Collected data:
»»

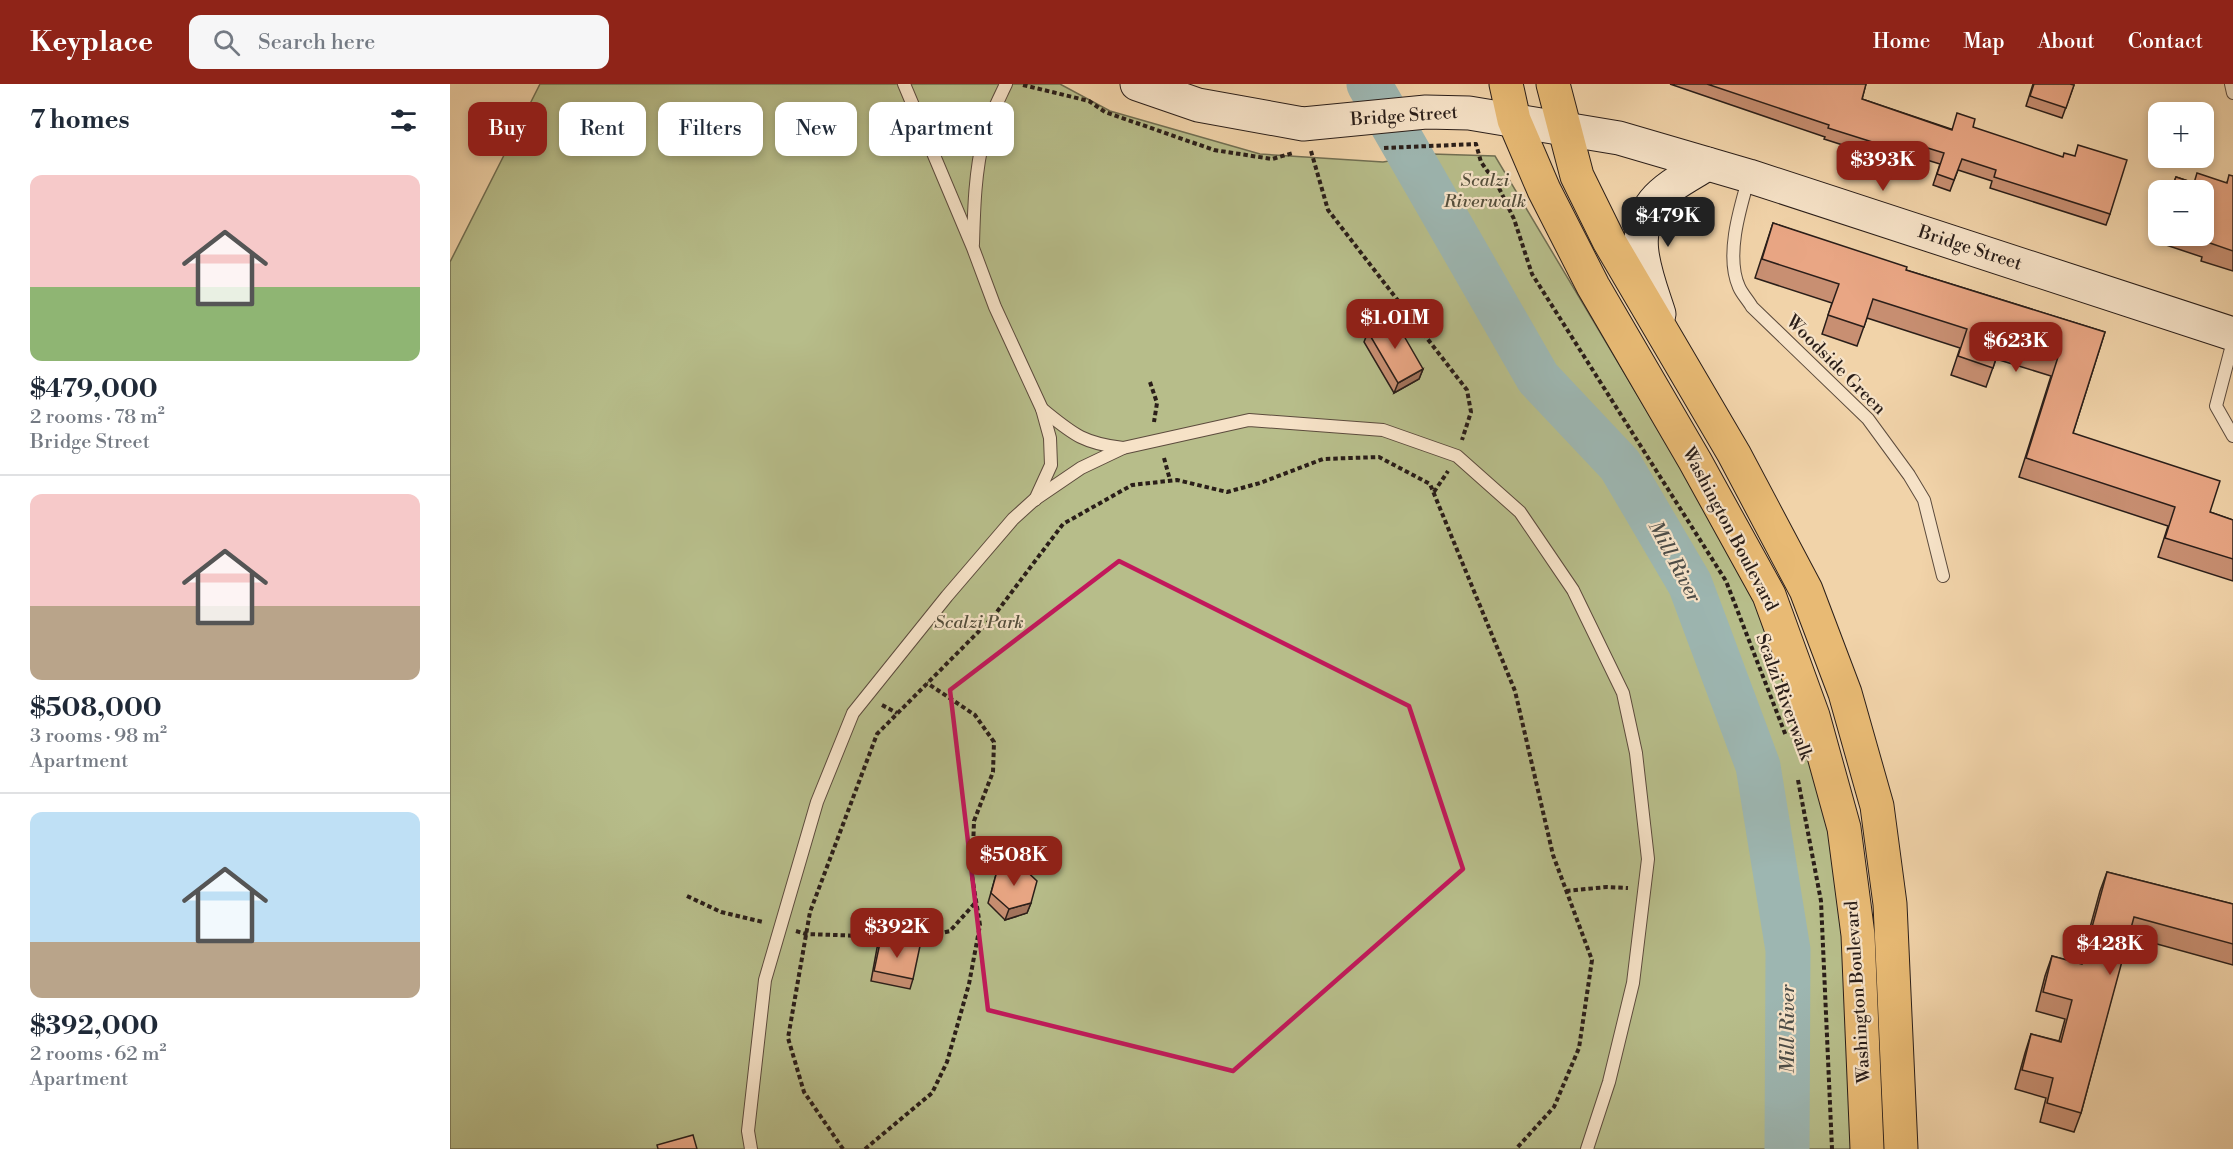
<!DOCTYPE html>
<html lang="en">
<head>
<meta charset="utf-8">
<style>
  body { margin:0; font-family:"Libre Bodoni",serif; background:#f6f6f7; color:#1f2937; height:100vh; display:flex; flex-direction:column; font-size:22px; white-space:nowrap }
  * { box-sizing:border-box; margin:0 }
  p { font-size:20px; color:#747a83 }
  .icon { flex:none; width:33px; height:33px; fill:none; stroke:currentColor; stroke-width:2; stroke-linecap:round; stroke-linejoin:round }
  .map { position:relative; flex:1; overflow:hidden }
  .drawer { display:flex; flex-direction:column; background:#fff; width:450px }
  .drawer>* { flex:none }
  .hud { position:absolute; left:18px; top:18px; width:570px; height:54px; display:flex; gap:12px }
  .controls { position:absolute; left:1698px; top:18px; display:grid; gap:12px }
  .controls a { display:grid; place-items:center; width:66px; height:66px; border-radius:12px; background:#fff; box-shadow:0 3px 9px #0003; font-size:30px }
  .price { position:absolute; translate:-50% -51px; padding:0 14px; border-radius:12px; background:#8f2418; color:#fff; font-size:20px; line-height:39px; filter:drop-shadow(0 2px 3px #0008) }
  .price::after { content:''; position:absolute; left:50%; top:36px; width:18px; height:14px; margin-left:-9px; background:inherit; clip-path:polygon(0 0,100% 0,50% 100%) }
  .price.current { background:#222; color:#fff }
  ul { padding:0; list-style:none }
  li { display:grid; align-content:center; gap:12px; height:318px; padding:0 30px }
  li+li { border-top:2px solid #e0e1e3 }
  li span { display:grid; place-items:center; height:186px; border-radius:12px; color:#555 }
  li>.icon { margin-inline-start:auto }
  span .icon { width:108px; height:108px; fill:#fffc; stroke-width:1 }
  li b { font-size:26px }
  h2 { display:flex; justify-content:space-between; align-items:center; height:72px; padding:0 30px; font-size:26px }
  .chip { padding:0 21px; border-radius:12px; background:#fff; box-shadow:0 3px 9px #0003; font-size:21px; line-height:54px }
  .chip.current { background:#8f2418; color:#fff }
  header { display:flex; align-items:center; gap:36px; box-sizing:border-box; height:84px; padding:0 30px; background:#8f2418; color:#fff }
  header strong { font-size:28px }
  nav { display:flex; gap:33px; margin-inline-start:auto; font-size:21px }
  .search { width:420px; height:54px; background:#f6f6f7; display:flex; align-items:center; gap:15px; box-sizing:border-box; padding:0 21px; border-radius:12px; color:#747a83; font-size:22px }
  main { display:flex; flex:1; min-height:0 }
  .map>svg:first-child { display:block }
  .green { fill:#b7bd8a; stroke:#706e52; stroke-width:1.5 }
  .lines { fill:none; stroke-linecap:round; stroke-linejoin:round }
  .river { stroke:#9db6b1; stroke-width:45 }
  .lane-casing { stroke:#5c4b3d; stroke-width:14 }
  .secondary-casing { stroke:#2a1e19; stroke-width:35 }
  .primary-casing { stroke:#2a1e19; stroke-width:35 }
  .path { stroke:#2a1e19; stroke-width:4; stroke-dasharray:4.5 3; stroke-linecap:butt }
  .lane { stroke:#f6e2c7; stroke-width:12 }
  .secondary { stroke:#f6e2c7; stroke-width:33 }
  .primary { stroke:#e8ba74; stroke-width:33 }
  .wall { fill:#c88f72; stroke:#2a1e19; stroke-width:1.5 }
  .shaded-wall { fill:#a3745c; stroke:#2a1e19; stroke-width:1.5 }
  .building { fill:#e9a684; stroke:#2a1e19; stroke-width:1.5 }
  .marked { fill:none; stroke:#c2185b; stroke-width:4.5; stroke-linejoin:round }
  .labels { text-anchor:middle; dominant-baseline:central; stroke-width:4.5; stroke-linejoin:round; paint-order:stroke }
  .street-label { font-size:18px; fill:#2a1e19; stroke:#f6e2c7 }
  .park-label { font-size:18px; font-style:italic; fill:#544e3b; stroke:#f6e2c7 }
  .water-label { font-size:20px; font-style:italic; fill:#4c4c47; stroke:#f6e2c7 }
</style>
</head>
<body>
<header>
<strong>Keyplace</strong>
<div class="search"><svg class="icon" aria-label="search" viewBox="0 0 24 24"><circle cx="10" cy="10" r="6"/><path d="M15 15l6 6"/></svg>Search here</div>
<nav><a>Home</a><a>Map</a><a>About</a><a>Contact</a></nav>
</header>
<main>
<section class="drawer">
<h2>7 homes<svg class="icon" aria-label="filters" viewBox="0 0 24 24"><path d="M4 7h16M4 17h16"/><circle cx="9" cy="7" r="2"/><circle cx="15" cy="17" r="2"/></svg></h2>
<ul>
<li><span style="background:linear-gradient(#f6c9c9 60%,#8fb573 0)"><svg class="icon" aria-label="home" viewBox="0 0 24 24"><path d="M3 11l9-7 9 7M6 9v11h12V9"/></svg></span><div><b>$479,000</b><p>2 rooms · 78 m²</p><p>Bridge Street</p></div></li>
<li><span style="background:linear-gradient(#f6c9c9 60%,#b9a48a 0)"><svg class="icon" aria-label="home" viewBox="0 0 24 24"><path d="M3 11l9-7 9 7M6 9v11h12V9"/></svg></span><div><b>$508,000</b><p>3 rooms · 98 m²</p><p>Apartment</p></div></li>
<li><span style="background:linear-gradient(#bfe0f5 70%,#b9a48a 0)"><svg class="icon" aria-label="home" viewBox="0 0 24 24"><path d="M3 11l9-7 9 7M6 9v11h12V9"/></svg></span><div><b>$392,000</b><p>2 rooms · 62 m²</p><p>Apartment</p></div></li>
</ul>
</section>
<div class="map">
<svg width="1783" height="1065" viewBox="0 0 1783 1065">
  <rect width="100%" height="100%" fill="#f1d3a9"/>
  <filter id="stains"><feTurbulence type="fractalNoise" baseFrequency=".00333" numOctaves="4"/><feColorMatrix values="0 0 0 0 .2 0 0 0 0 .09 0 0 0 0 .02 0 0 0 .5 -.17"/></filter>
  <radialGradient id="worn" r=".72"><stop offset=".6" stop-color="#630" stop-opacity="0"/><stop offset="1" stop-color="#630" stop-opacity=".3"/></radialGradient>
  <polygon class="green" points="90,0 610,0 660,27 810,70 933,78 982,70 1045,72 1303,505 1369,687 1391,813 1404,1065 0,1065 0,178"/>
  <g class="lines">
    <polyline class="river" points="919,0 1088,294 1170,381 1240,500 1308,682 1338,866 1337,1065"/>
    <defs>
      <g id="lane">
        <polyline points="454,0 523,164 545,223 592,325 600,354 601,381 585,416"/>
        <polyline points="1781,0 1783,9"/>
        <path d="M1299 93C1290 124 1275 172 1289 203 1292 210 1298 216 1302 223L1418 335 1459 391 1474 416 1493 492"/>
        <path d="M523 160C524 124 525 87 534 52 539 34 548 17 556 0"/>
        <polyline points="1783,257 1766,322 1783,352"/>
        <path d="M592 325C623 350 632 359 673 364"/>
        <polyline points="301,1065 298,1047 315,896 367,718 403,629 497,512 563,435 584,416 631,384 673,364 799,336 933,346 1007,372 1070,428 1123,506 1173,609 1186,669 1198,775 1183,899 1159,998 1137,1065"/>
      </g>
      <g id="secondary">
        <polyline points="687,0 748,21 853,40 976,28 1019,29 1169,54 1299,92 1783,250"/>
        <path d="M1209 230C1198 195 1178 151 1204 118 1217 102 1240 91 1257 80"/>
      </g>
      <g id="primary">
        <polyline points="1056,0 1064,36 1094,106 1143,202 1245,377 1319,511 1363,632 1394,744 1408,851 1417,1065"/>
        <polyline points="1103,0 1127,92 1159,157 1284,370 1356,506 1395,609 1427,722 1440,820 1451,1065"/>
      </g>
    </defs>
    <use href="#lane" class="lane-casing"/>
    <use href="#secondary" class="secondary-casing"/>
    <use href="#primary" class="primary-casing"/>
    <g class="path">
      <polyline points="573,1 639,17 655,28 764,66 822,75 843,69"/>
      <polyline points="934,64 1026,60 1031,78 1048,102 1064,135 1082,190 1276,497 1336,652"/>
      <polyline points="861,67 878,126 1017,306 1021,328 1012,356"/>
      <polyline points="700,298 707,319 704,338"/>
      <polyline points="714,374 720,396"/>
      <polyline points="984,408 998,387"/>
      <polyline points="432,621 447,629"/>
      <polyline points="1348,696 1371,817 1382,1065"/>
      <polyline points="1116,807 1157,803 1178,804"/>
      <polyline points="237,812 271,828 313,838"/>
      <polyline points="346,847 356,850 470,854 500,847 526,818"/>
      <polyline points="393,1065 354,1008 338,954 360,828 427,650 543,533 613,440 682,401 727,396 777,408 810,399 873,375 929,373 980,400 1065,607 1103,771 1142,876 1129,964 1104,1023 1066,1065"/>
      <polyline points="415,1065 482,1009 497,978 519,900 530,841 522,792 524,737 543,688 544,658 525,631 477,599"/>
    </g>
    <use href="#lane" class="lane"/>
    <use href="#secondary" class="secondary"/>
    <use href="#primary" class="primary"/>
  </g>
  <g class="wall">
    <polygon points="1220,0 1416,0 1412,15 1501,45 1523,43 1660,130 1656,141 1540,104 1542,97 1508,86 1500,107 1483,101 1490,80 1467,73 1465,79 1451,75 1449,79 1374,55 1375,53"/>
    <polygon points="1583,0 1624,1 1612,34 1576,22"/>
    <polygon points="1783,92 1783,187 1751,177 1752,173 1704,157 1708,143 1708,152 1754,152 1754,106 1721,106 1726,93 1744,99 1776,99"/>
    <polygon points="1323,139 1456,186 1655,248 1623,349 1760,428 1783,436 1783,497 1708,473 1718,442 1569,393 1601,292 1546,275 1536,303 1501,291 1510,264 1417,234 1407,262 1372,250 1382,219 1305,194"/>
    <polygon points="918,248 973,285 969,295 944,309 914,258"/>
    <polygon points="547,787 581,819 577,829 555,836 538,819"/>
    <polygon points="1657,788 1783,820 1783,881 1678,852 1631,1029 1624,1048 1590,1038 1596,1014 1565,1005 1575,969 1581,950 1609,957 1615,935 1586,927 1595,892 1602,872 1630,880 1650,807"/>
    <polygon points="431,854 463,895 460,905 421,897 427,864"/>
  </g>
  <g class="shaded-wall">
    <polygon points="973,285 969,295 944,309 948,299"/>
    <polygon points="581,819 577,829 555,836 559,825"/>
  </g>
  <g class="building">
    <polygon points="1257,0 1416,0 1412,15 1502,46 1507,29 1525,35 1523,43 1613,73 1614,69 1625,72 1628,61 1677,76 1660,130 1544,93 1546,86 1512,75 1504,96 1487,90 1494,69 1471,62 1469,68 1455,63 1454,68 1378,44 1379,41"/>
    <polygon points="1584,0 1620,0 1624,1 1616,24 1580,12"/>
    <polygon points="1747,89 1777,99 1779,91 1783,92 1783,167 1757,158 1758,155 1748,152 1754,152 1754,106 1721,106 1726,93 1744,99"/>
    <polygon points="1323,139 1457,183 1456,186 1655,248 1623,349 1770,397 1760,428 1783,436 1783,475 1715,454 1725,423 1576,374 1608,273 1552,255 1543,284 1508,272 1517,245 1423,215 1414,243 1378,231 1389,200 1312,175"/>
    <polygon points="943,233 973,285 948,299 918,248"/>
    <polygon points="570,781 587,797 581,819 559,825 541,809 547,787"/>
    <polygon points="1657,788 1783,820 1783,860 1684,833 1631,1029 1597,1019 1603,994 1572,986 1581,950 1611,958 1622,916 1593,908 1602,872 1632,880"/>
    <polygon points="431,854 470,862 463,895 424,887"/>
    <polygon points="243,1051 247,1065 208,1065 207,1061"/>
  </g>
  <path class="marked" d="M669 477 959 622 1013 785 783 987 538 926 500 606Z"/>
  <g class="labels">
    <g class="street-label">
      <text transform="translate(954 32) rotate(-4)">Bridge Street</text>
      <text transform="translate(1520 164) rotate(18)">Bridge Street</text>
      <text transform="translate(1386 281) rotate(45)">Woodside Green</text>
      <text transform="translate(1280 445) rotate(62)">Washington Boulevard</text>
      <text transform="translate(1334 613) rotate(70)">Scalzi Riverwalk</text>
      <text transform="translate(1408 908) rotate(-94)">Washington Boulevard</text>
    </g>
    <g class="park-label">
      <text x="1035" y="96">Scalzi<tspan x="1035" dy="21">Riverwalk</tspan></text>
      <text x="529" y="538">Scalzi Park</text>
    </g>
    <g class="water-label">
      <text transform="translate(1224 478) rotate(62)">Mill River</text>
      <text transform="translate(1338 945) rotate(-90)">Mill River</text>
    </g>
  </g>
  <rect width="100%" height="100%" filter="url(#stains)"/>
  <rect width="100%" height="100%" fill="url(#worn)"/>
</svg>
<div class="controls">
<a>+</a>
<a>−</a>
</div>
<b class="price" style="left:1433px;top:108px">$393K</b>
<b class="price current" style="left:1218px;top:164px">$479K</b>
<b class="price" style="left:945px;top:266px">$1.01M</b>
<b class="price" style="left:1566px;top:289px">$623K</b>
<b class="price" style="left:564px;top:803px">$508K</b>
<b class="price" style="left:447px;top:875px">$392K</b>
<b class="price" style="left:1660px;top:892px">$428K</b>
<div class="hud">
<a class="chip current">Buy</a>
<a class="chip">Rent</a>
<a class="chip">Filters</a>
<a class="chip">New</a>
<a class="chip">Apartment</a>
</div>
</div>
</main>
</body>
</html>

««

Whenever the string "drawer" shows up in a line of the entries, copy that line.

ANSWER SPACE ::
  .drawer { display:flex; flex-direction:column; background:#fff; width:450px }
  .drawer>* { flex:none }
<section class="drawer">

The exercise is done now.